→ Given records

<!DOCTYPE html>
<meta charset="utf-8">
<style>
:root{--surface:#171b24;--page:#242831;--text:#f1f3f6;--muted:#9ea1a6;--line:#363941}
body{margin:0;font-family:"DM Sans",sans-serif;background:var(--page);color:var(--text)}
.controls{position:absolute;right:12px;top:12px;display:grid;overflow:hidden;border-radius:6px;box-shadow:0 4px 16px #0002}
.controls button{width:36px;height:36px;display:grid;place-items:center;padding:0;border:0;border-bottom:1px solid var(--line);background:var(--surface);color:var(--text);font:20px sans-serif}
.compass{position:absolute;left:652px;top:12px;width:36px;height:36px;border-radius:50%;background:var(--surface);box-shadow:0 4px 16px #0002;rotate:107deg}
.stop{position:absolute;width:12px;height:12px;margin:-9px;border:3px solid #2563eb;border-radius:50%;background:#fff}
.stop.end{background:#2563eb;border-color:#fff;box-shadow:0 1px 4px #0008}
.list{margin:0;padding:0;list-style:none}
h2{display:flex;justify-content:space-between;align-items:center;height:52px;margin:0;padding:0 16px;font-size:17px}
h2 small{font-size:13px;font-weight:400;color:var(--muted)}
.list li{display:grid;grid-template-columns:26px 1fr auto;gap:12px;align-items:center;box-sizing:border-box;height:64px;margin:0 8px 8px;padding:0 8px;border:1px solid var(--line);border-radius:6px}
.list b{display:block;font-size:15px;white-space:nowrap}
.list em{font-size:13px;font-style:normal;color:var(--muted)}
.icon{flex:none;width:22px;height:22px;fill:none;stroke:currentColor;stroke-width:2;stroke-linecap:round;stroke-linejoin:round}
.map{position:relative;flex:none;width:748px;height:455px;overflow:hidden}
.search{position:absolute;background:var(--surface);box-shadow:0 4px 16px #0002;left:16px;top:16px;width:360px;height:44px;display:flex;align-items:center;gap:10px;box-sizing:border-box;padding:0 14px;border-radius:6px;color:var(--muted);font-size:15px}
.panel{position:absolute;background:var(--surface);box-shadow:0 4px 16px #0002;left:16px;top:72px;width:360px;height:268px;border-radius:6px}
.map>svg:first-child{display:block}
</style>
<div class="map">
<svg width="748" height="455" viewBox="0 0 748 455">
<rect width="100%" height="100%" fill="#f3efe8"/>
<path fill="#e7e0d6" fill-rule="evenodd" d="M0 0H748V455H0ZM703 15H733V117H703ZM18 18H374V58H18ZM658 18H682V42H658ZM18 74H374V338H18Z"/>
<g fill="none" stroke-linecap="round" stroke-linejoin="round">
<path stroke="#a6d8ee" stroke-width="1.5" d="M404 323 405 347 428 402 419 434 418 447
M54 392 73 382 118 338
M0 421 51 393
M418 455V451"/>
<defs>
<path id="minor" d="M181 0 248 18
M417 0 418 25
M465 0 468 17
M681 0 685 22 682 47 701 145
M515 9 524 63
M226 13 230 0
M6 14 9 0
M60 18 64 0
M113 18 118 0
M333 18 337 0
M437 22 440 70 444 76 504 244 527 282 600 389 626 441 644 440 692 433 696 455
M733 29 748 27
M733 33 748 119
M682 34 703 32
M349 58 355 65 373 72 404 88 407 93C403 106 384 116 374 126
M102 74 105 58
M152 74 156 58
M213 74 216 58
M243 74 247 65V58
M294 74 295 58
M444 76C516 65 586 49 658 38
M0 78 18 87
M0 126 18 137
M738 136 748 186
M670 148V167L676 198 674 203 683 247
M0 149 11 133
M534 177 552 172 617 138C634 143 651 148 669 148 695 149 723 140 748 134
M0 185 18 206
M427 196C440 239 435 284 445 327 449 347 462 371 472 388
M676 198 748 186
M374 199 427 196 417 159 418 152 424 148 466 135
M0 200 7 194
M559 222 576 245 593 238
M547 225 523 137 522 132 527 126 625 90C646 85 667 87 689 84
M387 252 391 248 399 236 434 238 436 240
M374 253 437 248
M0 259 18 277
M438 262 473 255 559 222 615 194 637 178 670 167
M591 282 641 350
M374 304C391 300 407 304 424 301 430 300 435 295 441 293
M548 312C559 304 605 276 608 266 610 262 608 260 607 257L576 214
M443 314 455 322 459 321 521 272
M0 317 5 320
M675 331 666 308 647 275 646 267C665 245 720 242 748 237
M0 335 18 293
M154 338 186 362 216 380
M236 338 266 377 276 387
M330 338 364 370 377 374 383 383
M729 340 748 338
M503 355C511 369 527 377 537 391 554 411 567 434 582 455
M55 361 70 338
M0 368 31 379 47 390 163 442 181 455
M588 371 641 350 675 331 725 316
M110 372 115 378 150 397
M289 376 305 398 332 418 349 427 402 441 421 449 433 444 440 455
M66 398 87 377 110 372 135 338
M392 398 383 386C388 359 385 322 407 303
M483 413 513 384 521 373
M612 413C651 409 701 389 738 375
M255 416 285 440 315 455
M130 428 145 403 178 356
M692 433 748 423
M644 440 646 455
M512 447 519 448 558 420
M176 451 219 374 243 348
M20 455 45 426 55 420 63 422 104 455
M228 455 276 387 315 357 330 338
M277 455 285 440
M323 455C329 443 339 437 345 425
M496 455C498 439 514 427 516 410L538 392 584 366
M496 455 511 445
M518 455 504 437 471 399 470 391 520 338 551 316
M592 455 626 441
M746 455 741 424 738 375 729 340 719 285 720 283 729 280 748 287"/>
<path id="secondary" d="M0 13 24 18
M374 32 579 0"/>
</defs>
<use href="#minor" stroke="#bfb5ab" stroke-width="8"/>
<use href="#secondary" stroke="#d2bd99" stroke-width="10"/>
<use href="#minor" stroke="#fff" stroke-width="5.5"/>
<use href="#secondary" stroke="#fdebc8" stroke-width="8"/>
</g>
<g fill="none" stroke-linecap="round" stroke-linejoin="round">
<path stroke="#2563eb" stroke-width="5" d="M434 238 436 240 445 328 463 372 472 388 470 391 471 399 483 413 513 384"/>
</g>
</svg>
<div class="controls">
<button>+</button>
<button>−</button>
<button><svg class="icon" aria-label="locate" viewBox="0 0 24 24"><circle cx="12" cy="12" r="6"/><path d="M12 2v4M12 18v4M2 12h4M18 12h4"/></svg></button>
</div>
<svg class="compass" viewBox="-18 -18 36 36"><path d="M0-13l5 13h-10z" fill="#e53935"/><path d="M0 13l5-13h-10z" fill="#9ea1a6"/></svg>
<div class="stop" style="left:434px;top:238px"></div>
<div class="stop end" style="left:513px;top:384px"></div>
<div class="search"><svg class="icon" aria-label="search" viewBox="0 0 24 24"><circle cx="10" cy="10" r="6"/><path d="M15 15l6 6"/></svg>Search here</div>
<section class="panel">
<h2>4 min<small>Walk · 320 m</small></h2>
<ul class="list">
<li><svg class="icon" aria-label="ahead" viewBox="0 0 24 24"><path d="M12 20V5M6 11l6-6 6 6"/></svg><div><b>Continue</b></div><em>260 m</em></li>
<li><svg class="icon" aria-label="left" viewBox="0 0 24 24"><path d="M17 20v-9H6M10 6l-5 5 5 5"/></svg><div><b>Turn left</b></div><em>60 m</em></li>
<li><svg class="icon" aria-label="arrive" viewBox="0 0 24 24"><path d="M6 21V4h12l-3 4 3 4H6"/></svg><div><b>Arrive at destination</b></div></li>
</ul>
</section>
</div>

→ Work item
When the word "compass" occurs in a line above, list that line.

→ Solved exercise
.compass{position:absolute;left:652px;top:12px;width:36px;height:36px;border-radius:50%;background:var(--surface);box-shadow:0 4px 16px #0002;rotate:107deg}
<svg class="compass" viewBox="-18 -18 36 36"><path d="M0-13l5 13h-10z" fill="#e53935"/><path d="M0 13l5-13h-10z" fill="#9ea1a6"/></svg>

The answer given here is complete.